Select every line below containing the word "rows".
○ ○ ○ ○ ○ ○ ○
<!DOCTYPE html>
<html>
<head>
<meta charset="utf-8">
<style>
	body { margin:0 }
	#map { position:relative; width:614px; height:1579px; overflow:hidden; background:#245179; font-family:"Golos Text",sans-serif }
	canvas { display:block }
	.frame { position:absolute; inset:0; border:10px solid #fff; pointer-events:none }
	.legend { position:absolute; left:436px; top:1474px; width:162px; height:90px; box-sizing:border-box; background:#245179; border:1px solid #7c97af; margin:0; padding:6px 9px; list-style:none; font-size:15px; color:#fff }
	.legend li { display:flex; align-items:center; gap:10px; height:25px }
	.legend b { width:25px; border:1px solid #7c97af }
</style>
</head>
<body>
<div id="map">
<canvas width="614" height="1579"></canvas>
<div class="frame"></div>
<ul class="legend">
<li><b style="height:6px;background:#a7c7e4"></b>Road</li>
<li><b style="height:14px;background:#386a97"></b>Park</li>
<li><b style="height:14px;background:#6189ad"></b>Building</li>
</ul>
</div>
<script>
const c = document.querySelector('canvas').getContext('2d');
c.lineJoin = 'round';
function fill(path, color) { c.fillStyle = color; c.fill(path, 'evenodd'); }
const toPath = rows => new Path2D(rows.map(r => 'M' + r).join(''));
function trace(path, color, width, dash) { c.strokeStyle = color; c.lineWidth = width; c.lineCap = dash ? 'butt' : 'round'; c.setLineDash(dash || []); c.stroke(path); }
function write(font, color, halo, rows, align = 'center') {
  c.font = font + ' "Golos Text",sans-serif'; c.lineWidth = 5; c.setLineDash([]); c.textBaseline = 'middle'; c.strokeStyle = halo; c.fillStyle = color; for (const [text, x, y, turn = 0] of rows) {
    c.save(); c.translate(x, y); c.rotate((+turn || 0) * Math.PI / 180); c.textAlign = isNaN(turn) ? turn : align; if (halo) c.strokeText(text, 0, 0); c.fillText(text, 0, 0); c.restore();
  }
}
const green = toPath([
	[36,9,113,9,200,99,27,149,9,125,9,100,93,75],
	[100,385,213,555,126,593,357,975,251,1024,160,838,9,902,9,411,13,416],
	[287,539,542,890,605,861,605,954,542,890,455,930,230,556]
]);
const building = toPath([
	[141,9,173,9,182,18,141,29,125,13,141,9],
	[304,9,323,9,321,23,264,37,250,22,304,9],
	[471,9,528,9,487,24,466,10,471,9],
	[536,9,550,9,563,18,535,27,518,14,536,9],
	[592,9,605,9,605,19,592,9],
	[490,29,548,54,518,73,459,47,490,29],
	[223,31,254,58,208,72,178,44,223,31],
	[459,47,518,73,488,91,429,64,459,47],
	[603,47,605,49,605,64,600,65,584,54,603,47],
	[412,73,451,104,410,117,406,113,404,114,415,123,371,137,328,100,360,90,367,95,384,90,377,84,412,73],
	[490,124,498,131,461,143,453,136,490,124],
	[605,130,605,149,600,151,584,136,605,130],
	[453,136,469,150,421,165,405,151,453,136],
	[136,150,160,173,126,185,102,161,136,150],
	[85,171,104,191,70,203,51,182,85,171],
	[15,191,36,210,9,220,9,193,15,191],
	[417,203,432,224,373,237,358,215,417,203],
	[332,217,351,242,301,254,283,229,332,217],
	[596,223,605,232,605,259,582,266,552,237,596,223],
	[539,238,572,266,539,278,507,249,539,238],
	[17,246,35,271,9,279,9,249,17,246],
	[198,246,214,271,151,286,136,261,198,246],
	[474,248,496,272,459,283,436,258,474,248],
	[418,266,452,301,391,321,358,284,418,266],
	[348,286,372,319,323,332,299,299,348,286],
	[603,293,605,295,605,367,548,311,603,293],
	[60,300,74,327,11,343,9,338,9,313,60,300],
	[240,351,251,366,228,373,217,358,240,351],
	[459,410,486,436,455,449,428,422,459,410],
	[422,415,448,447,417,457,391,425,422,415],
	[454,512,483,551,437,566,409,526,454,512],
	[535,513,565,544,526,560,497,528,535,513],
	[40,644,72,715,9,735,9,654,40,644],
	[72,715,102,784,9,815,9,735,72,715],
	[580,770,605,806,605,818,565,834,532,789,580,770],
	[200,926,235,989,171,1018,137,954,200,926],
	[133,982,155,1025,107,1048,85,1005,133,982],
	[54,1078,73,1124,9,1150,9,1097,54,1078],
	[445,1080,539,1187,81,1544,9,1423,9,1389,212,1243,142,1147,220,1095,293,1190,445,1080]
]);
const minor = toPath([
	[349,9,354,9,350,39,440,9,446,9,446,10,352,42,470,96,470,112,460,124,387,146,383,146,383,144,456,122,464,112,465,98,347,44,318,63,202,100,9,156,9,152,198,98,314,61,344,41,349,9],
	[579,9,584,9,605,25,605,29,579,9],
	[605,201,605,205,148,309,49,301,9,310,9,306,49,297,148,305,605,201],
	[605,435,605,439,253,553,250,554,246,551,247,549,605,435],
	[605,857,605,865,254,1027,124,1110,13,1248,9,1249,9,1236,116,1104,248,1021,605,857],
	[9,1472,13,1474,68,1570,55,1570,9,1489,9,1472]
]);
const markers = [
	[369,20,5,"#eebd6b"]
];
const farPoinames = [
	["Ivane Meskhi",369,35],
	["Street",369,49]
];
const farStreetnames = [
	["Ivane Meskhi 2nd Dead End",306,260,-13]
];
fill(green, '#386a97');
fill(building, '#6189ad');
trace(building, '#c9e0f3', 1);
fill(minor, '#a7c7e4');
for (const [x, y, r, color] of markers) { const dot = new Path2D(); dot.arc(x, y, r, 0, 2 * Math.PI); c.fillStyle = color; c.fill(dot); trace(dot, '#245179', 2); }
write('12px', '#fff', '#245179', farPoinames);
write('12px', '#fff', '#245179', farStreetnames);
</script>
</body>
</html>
○ ○ ○ ○ ○ ○ ○
**Answer**:
const toPath = rows => new Path2D(rows.map(r => 'M' + r).join(''));
function write(font, color, halo, rows, align = 'center') {
  c.font = font + ' "Golos Text",sans-serif'; c.lineWidth = 5; c.setLineDash([]); c.textBaseline = 'middle'; c.strokeStyle = halo; c.fillStyle = color; for (const [text, x, y, turn = 0] of rows) {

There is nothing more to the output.